Retrieve every line of the data holding the word "rows".

== Supplied data ==

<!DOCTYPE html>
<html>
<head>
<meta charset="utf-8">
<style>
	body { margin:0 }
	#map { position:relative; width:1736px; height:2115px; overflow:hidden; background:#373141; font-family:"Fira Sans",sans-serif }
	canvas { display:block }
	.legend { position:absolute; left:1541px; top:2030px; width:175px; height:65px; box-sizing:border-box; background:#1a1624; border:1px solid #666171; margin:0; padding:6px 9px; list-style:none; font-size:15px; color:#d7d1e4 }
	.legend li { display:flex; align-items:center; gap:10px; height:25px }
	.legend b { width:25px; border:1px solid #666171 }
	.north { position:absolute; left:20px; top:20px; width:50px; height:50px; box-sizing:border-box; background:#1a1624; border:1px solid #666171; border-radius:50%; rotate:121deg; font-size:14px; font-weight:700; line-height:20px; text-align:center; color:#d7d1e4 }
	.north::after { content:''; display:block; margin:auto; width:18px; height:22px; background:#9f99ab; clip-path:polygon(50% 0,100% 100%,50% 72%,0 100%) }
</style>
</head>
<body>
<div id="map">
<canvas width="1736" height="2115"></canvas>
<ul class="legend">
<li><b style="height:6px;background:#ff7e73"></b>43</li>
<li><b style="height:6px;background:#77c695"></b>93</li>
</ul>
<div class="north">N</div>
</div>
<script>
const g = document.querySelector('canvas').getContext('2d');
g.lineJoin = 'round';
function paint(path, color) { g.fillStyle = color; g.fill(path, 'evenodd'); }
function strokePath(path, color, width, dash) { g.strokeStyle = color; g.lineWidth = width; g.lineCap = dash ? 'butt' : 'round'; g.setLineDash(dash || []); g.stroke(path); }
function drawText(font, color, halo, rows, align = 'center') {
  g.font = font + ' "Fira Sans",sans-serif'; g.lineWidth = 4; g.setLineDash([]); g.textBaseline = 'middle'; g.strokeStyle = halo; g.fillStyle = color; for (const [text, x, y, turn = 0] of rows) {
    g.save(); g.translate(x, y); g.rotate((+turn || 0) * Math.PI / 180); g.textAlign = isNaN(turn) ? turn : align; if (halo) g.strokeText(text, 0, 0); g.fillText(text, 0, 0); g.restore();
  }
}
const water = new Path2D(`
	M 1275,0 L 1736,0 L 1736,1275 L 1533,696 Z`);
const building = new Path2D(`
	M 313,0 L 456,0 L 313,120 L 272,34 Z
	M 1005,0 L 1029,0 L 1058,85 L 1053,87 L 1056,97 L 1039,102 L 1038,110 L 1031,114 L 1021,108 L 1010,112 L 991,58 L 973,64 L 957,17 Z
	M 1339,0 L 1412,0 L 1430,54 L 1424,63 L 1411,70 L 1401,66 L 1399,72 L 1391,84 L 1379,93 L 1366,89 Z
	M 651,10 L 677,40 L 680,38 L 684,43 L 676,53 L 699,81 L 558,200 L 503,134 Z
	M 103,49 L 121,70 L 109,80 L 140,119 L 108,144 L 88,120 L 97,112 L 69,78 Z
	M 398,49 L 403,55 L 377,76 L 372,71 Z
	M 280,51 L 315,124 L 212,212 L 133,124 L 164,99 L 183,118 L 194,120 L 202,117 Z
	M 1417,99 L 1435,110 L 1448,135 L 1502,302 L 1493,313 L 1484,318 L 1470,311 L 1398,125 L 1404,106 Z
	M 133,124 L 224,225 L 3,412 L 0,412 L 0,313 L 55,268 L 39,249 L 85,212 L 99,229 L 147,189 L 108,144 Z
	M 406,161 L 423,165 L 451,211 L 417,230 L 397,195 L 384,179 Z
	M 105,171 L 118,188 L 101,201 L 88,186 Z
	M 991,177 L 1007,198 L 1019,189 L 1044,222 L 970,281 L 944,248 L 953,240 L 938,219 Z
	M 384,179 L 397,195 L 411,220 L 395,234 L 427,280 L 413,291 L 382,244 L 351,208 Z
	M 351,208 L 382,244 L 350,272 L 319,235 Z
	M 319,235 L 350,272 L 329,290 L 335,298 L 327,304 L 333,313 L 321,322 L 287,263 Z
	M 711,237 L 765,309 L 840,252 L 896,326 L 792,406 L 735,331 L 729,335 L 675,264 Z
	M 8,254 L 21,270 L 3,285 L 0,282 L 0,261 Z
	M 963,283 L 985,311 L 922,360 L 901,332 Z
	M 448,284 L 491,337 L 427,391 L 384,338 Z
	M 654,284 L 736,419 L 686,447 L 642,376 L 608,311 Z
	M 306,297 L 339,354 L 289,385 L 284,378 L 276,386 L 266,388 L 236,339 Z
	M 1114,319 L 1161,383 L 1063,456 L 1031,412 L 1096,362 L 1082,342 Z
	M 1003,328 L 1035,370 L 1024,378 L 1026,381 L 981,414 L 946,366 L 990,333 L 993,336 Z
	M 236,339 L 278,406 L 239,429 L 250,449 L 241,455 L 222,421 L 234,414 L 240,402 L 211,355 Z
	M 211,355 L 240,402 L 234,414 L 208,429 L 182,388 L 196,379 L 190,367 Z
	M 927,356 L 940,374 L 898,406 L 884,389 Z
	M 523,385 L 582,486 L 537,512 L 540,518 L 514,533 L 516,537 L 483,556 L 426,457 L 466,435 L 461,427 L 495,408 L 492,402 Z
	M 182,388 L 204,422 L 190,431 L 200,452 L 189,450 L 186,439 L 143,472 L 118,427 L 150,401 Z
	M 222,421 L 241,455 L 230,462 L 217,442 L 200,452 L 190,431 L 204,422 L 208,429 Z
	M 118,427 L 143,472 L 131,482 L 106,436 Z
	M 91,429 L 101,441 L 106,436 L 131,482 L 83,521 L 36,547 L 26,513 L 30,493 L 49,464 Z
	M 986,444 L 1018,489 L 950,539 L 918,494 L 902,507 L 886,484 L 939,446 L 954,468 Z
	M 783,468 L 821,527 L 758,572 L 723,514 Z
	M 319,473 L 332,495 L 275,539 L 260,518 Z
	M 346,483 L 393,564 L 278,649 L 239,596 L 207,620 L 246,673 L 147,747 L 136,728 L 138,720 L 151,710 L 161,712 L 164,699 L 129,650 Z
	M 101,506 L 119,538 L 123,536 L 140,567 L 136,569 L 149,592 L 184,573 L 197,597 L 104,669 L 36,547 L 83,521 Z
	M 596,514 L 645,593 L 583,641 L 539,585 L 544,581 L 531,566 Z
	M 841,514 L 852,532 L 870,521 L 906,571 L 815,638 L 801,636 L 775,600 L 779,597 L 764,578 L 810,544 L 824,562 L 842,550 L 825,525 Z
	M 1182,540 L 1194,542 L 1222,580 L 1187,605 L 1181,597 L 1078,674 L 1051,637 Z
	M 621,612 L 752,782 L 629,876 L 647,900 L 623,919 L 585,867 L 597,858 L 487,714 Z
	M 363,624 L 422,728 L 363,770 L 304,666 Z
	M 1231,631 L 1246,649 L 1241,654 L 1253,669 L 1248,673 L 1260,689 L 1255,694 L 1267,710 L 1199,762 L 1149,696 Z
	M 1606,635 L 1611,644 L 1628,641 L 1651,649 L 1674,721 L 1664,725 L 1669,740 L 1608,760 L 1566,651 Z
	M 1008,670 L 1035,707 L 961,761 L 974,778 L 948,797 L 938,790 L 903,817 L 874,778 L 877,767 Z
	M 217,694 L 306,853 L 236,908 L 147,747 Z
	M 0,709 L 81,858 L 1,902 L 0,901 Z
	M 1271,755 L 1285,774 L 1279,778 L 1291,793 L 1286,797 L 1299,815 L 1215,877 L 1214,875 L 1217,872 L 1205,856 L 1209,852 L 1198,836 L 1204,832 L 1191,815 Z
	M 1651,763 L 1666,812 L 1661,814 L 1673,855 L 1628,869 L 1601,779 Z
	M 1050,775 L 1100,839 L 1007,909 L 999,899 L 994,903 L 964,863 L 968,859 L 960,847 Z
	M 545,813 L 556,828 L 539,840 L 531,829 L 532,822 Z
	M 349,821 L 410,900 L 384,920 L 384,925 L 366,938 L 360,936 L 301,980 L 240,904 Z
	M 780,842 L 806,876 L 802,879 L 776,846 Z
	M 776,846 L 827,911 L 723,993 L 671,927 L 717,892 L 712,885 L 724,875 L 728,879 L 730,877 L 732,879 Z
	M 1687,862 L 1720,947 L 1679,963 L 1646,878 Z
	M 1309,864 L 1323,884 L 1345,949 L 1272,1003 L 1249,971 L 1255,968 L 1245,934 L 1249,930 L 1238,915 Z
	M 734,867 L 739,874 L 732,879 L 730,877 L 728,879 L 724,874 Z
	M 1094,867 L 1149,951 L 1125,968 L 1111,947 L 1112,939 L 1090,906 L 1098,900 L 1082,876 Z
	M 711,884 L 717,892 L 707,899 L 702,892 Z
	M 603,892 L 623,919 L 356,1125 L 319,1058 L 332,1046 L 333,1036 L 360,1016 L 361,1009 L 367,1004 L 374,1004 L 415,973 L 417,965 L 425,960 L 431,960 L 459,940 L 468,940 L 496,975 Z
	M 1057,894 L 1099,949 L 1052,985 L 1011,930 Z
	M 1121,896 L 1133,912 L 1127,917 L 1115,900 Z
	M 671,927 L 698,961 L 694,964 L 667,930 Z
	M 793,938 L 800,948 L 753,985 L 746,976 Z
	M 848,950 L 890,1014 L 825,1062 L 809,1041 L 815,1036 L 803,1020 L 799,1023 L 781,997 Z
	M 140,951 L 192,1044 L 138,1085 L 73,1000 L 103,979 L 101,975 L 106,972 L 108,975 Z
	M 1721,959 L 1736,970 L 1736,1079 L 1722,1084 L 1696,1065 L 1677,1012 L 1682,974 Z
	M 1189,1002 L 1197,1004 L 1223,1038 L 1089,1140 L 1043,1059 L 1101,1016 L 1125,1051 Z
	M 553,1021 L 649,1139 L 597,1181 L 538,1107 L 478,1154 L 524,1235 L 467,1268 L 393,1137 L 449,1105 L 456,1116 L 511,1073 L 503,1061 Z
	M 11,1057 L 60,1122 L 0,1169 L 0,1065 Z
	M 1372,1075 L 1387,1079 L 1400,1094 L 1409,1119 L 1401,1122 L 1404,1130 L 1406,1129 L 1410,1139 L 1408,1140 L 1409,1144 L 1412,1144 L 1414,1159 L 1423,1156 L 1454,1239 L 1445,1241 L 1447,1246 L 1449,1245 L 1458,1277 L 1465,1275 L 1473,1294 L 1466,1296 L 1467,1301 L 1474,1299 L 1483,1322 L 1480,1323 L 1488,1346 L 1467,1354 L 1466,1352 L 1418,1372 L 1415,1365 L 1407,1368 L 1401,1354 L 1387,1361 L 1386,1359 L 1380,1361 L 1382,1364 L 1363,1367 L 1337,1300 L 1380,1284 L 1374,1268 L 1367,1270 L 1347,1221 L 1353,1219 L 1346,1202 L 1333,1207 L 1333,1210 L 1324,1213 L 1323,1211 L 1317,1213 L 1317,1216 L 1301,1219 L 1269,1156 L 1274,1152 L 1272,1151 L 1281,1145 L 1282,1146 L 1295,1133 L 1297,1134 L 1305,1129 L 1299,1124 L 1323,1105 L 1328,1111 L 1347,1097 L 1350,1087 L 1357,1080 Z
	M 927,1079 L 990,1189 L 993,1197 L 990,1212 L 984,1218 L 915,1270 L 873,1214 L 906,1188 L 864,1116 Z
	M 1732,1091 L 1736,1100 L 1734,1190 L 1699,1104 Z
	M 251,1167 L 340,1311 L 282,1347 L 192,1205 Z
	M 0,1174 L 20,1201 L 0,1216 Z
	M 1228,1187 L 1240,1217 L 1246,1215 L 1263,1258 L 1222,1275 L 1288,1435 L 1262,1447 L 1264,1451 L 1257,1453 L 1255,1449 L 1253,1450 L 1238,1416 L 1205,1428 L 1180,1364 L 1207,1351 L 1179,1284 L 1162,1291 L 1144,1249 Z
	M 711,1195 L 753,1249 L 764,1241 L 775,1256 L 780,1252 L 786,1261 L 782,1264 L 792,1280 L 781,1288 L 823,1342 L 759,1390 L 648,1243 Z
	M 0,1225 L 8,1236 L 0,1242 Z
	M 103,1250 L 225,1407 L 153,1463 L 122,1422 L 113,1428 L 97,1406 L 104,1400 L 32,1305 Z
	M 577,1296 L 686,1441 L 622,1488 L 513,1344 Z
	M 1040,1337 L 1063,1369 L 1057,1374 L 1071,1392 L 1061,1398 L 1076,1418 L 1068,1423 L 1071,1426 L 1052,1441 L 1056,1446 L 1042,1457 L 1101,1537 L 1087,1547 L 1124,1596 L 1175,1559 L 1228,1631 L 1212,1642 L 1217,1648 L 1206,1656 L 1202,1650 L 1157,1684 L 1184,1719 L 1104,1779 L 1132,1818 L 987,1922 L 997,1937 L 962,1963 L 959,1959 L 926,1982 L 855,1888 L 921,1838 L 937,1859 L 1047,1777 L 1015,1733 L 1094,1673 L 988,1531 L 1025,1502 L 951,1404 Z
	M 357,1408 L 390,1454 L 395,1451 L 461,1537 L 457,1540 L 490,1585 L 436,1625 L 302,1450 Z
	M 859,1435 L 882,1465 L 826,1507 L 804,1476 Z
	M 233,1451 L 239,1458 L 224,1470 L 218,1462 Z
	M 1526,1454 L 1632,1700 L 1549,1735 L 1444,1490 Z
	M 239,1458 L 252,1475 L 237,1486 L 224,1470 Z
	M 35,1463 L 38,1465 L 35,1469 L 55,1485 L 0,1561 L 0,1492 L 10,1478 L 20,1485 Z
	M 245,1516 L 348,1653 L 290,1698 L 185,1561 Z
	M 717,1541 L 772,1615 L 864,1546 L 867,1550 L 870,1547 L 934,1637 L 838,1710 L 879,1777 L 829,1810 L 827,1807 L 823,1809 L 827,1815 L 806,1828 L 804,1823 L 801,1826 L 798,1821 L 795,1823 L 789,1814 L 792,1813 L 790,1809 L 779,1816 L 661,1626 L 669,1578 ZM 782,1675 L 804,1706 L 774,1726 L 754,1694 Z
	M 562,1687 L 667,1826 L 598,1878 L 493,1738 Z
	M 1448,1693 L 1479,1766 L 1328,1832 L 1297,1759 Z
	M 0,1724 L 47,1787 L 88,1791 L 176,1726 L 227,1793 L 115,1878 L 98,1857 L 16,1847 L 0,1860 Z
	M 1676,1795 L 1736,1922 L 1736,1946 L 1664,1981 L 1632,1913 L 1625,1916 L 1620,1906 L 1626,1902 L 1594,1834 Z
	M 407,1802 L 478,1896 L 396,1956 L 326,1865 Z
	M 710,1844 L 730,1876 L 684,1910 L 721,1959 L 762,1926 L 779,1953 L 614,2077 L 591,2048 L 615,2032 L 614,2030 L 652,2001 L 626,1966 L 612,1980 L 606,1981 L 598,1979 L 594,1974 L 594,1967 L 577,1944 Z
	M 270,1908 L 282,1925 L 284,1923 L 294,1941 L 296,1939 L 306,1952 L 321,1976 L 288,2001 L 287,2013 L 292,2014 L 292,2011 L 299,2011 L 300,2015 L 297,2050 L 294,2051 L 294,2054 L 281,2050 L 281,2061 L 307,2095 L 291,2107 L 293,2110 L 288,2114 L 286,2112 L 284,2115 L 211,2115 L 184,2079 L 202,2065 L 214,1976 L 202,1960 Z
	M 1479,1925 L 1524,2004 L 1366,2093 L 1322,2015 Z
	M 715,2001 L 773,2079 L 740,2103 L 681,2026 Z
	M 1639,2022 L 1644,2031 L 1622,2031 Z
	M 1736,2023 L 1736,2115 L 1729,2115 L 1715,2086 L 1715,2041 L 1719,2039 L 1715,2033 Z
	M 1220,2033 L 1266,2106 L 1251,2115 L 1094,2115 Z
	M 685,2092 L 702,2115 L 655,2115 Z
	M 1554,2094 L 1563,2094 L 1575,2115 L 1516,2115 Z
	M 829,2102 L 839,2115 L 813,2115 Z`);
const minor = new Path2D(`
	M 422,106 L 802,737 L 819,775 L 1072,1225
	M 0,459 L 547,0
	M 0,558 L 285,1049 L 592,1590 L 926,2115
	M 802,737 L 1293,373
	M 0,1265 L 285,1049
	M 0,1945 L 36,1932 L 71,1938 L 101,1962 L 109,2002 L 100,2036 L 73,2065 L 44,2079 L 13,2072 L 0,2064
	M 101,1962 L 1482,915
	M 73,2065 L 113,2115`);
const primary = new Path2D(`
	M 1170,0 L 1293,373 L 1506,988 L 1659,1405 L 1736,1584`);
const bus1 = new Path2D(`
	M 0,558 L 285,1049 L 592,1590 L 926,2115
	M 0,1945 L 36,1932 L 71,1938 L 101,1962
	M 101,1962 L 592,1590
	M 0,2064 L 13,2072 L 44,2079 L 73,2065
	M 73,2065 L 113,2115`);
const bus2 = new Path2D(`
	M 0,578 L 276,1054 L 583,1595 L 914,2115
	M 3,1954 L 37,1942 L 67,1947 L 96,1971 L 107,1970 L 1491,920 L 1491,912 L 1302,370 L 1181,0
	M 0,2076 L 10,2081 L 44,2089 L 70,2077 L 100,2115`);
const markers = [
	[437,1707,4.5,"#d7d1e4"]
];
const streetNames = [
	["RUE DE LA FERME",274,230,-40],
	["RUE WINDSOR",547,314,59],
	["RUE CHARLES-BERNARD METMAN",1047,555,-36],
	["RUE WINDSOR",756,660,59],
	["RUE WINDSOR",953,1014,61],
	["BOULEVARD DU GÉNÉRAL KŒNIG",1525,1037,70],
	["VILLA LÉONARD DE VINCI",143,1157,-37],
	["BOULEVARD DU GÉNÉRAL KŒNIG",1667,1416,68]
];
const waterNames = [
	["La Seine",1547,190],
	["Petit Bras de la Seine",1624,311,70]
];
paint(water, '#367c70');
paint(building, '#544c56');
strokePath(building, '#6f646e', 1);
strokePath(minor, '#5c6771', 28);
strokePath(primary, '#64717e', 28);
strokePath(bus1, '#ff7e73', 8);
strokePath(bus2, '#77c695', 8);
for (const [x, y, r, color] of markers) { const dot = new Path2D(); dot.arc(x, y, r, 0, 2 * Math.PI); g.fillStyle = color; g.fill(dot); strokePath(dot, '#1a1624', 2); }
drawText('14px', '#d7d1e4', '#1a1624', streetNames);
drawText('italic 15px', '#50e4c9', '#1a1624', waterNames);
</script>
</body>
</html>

===

▸ **Response area**:
function drawText(font, color, halo, rows, align = 'center') {
  g.font = font + ' "Fira Sans",sans-serif'; g.lineWidth = 4; g.setLineDash([]); g.textBaseline = 'middle'; g.strokeStyle = halo; g.fillStyle = color; for (const [text, x, y, turn = 0] of rows) {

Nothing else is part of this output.